Untuk membedakan Bell's palsy dengan penyakit tersebut, bisa dilihat dari riwayat penyakit, hasil pemeriksaan rontgen, CT scan atau MRI. Pada penyakit Lyme perlu dilakukan pemeriksaan darah.
Tidak ada pemeriksaan khusus untuk Bell's palsy.

PENGOBATAN
Tidak ada pengobatan khusus untuk Bell's palsy.

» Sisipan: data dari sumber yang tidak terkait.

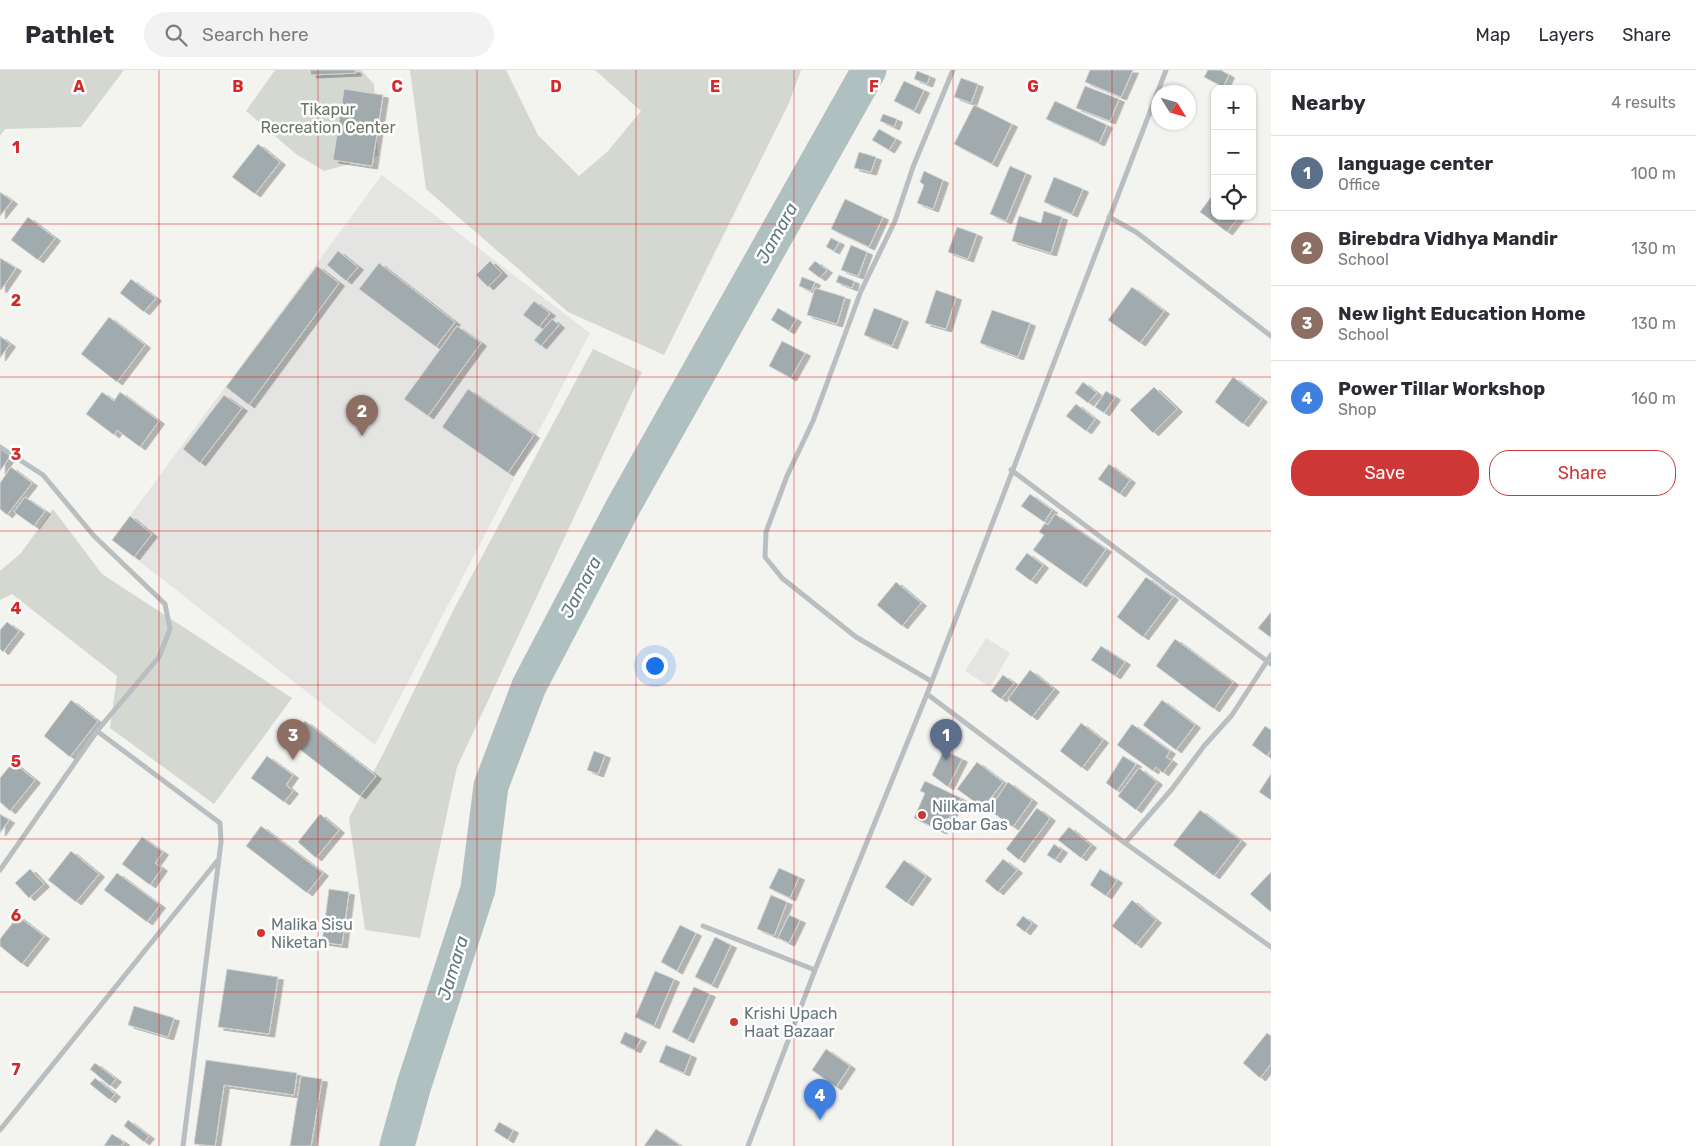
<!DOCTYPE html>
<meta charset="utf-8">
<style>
body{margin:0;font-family:Rubik,sans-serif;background:#f2f2f3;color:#2b2b33}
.controls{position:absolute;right:15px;top:15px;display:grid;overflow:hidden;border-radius:10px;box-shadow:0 1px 4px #0004}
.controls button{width:45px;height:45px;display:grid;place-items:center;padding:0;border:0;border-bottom:1px solid #e1e1e2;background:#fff;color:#2b2b33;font:25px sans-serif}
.compass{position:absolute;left:1151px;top:15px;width:45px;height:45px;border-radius:50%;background:#fff;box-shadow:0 1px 4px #0004;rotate:127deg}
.you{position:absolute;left:654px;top:595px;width:18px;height:18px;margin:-12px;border:4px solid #fff;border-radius:50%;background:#1a73e8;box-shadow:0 0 0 8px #1a73e833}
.badge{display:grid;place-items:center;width:32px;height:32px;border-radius:50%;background:#cd3836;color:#fff;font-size:16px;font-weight:700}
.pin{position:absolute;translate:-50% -41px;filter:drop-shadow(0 1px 2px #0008)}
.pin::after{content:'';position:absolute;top:26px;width:18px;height:15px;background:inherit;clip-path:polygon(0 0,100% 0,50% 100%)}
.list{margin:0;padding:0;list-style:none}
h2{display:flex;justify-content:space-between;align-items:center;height:65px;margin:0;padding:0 20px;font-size:21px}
h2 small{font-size:16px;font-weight:400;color:#7c7c81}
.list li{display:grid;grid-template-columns:32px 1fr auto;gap:15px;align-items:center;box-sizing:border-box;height:75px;padding:0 20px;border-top:1px solid #e1e1e2}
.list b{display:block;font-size:19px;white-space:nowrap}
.list p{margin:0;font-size:16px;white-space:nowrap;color:#7c7c81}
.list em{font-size:16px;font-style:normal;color:#7c7c81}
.actions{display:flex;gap:10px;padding:15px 20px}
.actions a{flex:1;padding:11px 0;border:1px solid #cd3836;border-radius:20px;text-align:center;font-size:18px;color:#cd3836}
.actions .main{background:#cd3836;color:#fff}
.icon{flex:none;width:28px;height:28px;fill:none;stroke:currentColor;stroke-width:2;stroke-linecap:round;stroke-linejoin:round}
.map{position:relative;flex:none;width:1271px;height:1076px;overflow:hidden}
header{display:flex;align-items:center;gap:30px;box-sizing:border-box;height:70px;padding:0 25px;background:#fff;border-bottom:1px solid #e1e1e2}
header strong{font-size:24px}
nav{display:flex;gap:28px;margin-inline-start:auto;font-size:18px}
.search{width:350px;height:45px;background:#f2f2f3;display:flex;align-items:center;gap:12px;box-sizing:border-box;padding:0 18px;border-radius:28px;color:#7c7c81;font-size:19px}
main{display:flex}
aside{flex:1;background:#fff}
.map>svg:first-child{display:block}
</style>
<header>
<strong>Pathlet</strong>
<div class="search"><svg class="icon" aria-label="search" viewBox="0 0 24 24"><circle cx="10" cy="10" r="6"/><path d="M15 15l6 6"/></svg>Search here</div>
<nav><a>Map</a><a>Layers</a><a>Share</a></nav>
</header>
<main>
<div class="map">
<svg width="1271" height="1076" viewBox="0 0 1271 1076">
<defs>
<filter id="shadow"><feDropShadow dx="5.5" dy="3" stdDeviation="0" flood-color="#0004"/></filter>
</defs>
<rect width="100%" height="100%" fill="#f3f3f0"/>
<path fill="#e4e4e3" d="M382 105 590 263 375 675 112 470Z
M986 568 1010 583 990 617 965 601Z"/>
<path fill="#d4d8d0" d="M0 0H124L81 57 5 59 0 66Z
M275 0H361L374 14 378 86 324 101 296 84 246 41Z
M410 0H506L538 65 579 106 608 81 641 41 595 0H801L789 33 664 285 568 242 426 119Z
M593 279 642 302 457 697 420 868 365 860 349 748 384 682 455 537Z
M53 439 102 504 292 628 214 734 110 658 117 606 12 524 0 530V501L21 483Z"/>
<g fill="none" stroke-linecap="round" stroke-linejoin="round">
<path stroke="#b0bfbf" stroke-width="35" d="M397 1076 414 1015 478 819 491 716 529 616 624 435 869 0"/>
</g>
<path fill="#a1aaac" stroke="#d5d4d3" filter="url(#shadow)" d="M310 0H355L356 3 311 5Z
M1090 0H1133L1121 27 1085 12Z
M1208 0H1221L1229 5 1223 17 1204 7Z
M917 1 930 6 927 14 914 9Z
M961 8 978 14 971 33 954 27Z
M904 11 924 20 914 41 894 31Z
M1085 16 1119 29 1110 51 1076 38Z
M344 19 383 25 372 96 333 90Z
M1055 31 1107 55 1099 73 1046 49Z
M974 35 1012 54 992 94 954 74Z
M883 44 897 49 894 57 880 51Z
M879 59 896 69 889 80 872 70Z
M258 74 280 92 255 124 232 107Z
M859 82 876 87 871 102 854 98Z
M1010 96 1026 103 1006 151 990 144Z
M924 101 943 110 933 139 917 133 924 115 920 112Z
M1054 107 1083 119 1072 144 1044 132Z
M0 122 12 131 0 146Z
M1211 127 1215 130V146L1238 148 1227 162 1200 142Z
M845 129 883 147 869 177 831 159Z
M1044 141 1062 147 1051 183 1012 171 1019 146 1041 153Z
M28 147 55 168 38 190 11 170Z
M957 157 977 164 968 189 948 182Z
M831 168 839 172 834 181 826 177Z
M851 175 867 182 858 206 841 200Z
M338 181 358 197 346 211 327 195Z
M0 188 16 198 1 220 0 219Z
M490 191 502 203 488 217 476 205Z
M815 191 827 200 820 208 808 199Z
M379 193 455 252 436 277 359 219Z
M317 196 339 213 249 335 226 317Z
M839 205 854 211 852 218 836 212Z
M802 207 815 212 811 221 799 216Z
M131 209 156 228 144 242 120 223Z
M1132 217 1164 241 1140 273 1108 250Z
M815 218 845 227 837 254 807 245Z
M936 220 956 227 946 259 925 253Z
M534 231 550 243 539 257 523 245Z
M778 238 796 249 789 261 771 250Z
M874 238 903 249 892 276 864 265Z
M992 240 1030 253 1018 287 980 273Z
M109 247 145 275 117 312 81 284Z
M552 249 559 255 541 276 534 270Z
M457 256 481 273 428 346 404 329Z
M0 266 10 274 0 288Z
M782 271 805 283 791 308 769 296Z
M1233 307 1262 329 1243 354 1215 332Z
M1083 312 1097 323 1088 333 1075 323Z
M1154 317 1177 339 1153 363 1130 340Z
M468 319 534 365 508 403 442 357Z
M1106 321 1115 327 1104 343 1095 337Z
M102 322 114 331 120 322 159 351 140 377 117 360 114 365 86 344Z
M224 325 242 338 200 393 183 379Z
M1076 334 1095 349 1086 361 1066 346Z
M0 378 11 385 0 401Z
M1109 394 1130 410 1120 424 1098 409Z
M11 397 32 413 7 445 0 439V413Z
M1030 424 1052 440 1044 452 1021 436Z
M25 427 45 441 34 456 14 442Z
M1055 444 1106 479 1081 514 1033 480 1044 465 1039 462 1045 453 1048 455Z
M130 446 152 464 134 487 112 470Z
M1027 483 1043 495 1031 511 1015 499Z
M1146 507 1173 527 1143 567 1117 547Z
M896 512 921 533 902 556 877 535Z
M1271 542V565L1270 567 1258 558Z
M7 552 19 561 3 582 0 579V560Z
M1175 569 1233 612 1214 639 1156 596Z
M1101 576 1125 592 1115 606 1091 590Z
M1030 600 1054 619 1032 647 1008 629Z
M1003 605 1014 613 1001 629 991 621Z
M71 630 98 651 70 687 44 666Z
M1162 630 1195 655 1176 680 1143 655Z
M305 651 376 706 360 726 289 671Z
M1081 653 1103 670 1082 698 1060 681Z
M1132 654 1170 681 1166 687 1172 691 1163 703 1156 697 1153 701 1117 675Z
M1265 656 1271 660V680L1267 686 1252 675Z
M944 680 962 689 948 717 932 705Z
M594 681 605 685 598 704 587 700Z
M267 686 293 705 286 715 293 721 284 732 251 708Z
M1123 686 1136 694 1117 721 1106 713Z
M13 692 35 710 10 741 0 732V708Z
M977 692 1003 712 983 738 957 719Z
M1139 698 1157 712 1136 740 1118 726Z
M1271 704V730L1259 722Z
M925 711 961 728 941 761 914 748 925 723 920 721Z
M1008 712 1032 730 1013 757 989 740Z
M1037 738 1050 748 1019 790 1006 779Z
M1200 740 1241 771 1214 806 1173 775Z
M0 744 9 750 0 763Z
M320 744 339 760 316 788 298 772Z
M261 756 323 803 307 823 246 776Z
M1069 757 1091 775 1081 788 1058 770Z
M142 767 163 782 155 793 162 798 150 815 122 794Z
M1054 774 1062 780 1055 790 1047 785Z
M71 781 99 804 76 832 48 810Z
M1003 789 1017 800 998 822 985 811Z
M904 790 926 806 907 833 885 817Z
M779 798 799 807 790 828 769 818Z
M30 799 44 814 29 828 15 813Z
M1100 799 1117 810 1106 826 1090 815Z
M1271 802V842L1250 824Z
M117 803 160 835 147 852 104 820Z
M329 819 349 822 342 875 322 872Z
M771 825 787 832 774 866 757 859Z
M1132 830 1156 850 1136 875 1112 856Z
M789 845 800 850 789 873 778 868Z
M18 846 44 866 22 894 0 876V869Z
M1023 846 1032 853 1025 862 1016 855Z
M680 855 696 863 677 901 661 892Z
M715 867 731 875 712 915 695 907Z
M227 899 278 907 269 964 218 957Z
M655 901 674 909 654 956 635 947Z
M694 917 710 924 688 970 672 962Z
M134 936 174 948 168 967 128 955Z
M625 962 641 969 635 980 620 973Z
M1267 963 1271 966V994L1260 1008 1243 993Z
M666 975 691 985 684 1003 659 992Z
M826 979 850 996 836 1017 812 1000Z
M206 990 297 1003 294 1025 224 1015 215 1076 194 1074Z
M95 993 116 1009 110 1016 90 999Z
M301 1006 322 1009 311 1076H290Z
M95 1008 115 1024 110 1030 90 1014Z
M128 1050 149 1066 144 1072 124 1056Z
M499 1052 513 1060 508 1070 494 1061Z
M656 1059 681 1076H644Z
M112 1064 124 1072 121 1076H104Z"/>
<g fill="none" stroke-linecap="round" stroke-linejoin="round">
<path stroke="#b9bec0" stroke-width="5" d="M1109 147 1136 162 1271 266
M0 377 43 405 94 466 165 534 170 559 159 587 97 661 0 800
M1011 400 1271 594
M931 611 856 567 782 508 765 487 766 462 787 406 813 351 861 221 895 151 913 97 953 0
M927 624 1125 773 1271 877
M97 661 220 753 221 772 183 1076
M1125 773 1172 719 1204 676 1232 645 1271 585
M703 856 815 900
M0 1060 218 790
M748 1076 815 900 927 624 1166 0"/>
</g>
<path fill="none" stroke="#d62828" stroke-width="1" stroke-opacity="0.55" d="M159 0V1076M318 0V1076M477 0V1076M636 0V1076M794 0V1076M953 0V1076M1112 0V1076M0 154H1271M0 307H1271M0 461H1271M0 615H1271M0 769H1271M0 922H1271"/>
<g fill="#cd3836" stroke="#fff" stroke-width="2">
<circle cx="922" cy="745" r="5"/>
<circle cx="261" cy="863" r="5"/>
<circle cx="734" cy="952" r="5"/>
</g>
<g text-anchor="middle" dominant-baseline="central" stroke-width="5" stroke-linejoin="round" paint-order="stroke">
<g font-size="16" fill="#6b7564" stroke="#fff">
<text x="328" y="39">Tikapur<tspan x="328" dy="18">Recreation Center</tspan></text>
</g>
<g font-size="16" fill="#66787d" stroke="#fff" text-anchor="start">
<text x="932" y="736">Nilkamal<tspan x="932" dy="18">Gobar Gas</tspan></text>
<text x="271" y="854">Malika Sisu<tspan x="271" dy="18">Niketan</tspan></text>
<text x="744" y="943">Krishi Upach<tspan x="744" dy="18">Haat Bazaar</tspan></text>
</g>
<g font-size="18" font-style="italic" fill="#627a7b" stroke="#fff">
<text transform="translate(777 163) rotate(-61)">Jamara</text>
<text transform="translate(581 517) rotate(-62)">Jamara</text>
<text transform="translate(453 898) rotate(-73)">Jamara</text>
</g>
</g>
<g font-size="16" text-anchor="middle" font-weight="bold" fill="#d62828" stroke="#fff" stroke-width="5" stroke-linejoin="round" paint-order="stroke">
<text x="79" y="22">A</text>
<text x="238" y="22">B</text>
<text x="397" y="22">C</text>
<text x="556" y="22">D</text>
<text x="715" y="22">E</text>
<text x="874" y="22">F</text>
<text x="1033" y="22">G</text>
<text x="16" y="83">1</text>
<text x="16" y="236">2</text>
<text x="16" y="390">3</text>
<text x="16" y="544">4</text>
<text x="16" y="697">5</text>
<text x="16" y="851">6</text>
<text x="16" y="1005">7</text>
</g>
</svg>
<div class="controls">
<button>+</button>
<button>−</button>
<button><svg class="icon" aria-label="locate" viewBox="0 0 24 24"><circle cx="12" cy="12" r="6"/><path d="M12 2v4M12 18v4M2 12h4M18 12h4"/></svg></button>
</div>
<svg class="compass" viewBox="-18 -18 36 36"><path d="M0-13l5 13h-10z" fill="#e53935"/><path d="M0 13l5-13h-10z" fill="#7c7c81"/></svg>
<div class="you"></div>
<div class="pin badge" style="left:946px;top:690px;background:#5c6f8a">1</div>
<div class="pin badge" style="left:362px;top:366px;background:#8d6e63">2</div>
<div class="pin badge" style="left:293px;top:690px;background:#8d6e63">3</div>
<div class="pin badge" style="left:820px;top:1050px;background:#3f7fe0">4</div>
</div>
<aside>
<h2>Nearby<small>4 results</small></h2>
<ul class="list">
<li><span class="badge" style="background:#5c6f8a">1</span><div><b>language center</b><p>Office</p></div><em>100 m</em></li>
<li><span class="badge" style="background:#8d6e63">2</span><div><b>Birebdra Vidhya Mandir</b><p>School</p></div><em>130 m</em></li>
<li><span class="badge" style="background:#8d6e63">3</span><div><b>New light Education Home</b><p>School</p></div><em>130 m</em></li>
<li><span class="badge" style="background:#3f7fe0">4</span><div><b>Power Tillar Workshop</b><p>Shop</p></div><em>160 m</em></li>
</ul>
<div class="actions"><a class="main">Save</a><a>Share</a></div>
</aside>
</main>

Beberapa ahli percaya bahwa kortikoteroid (misalnya prednison) harus diberikan dalam waktu tidak lebih dari 2 hari setelah timbulnya gejala dan dilanjutkan sampai 1-2 minggu.  Apakah pengobatan ini bisa mengurangi nyeri dan memperbaiki kesempatan untuk sembuh, masih belum dapat dibuktikan.  Jika kelumpuhan otot wajah menyebabkan mata tidak dapat tertutup rapat, maka mata harus dilindungi dari kekeringan. Tetes mata pelumas digunakan setiap beberapa jam.  Pada kelumpuhan yang berat, pemijatan pada otot yang lemah dan perangasangan sarafnya bisa membantu mencegah terjadinya kekakuan otot wajah. Jika kelumpuhan menetap sampai 6-12 bulan atau lebih, bisa dilakukan pembedahan untuk mencangkokkan saraf yang sehat (biasanya diambil dari lidah) ke dalam otot wajah yang lumpuh.


PROGNOSIS

Jika kelumpuhannya parsial (sebagian), maka penyembuhan total terjadi dalam waktu 1-2 bulan.  Prognosis pada kelumpuhan total adalah bervariasi, tetapi sebagian besar mengalami penyembuhan sempurna.  Untuk menentukan kemungkinan terjadinya penyembuhan total, bisa dilakukan pemeriksaan untuk menguji saraf wajah dengan menggunakan rangsangan listrik. Kadang saraf wajah membaik, tetapi membentuk hubungan yang abnormal yang menyebabkan timbulnya gerakan yang tidak dikehendaki pada beberapa otot wajah atau keluarnya air mata secara spontan.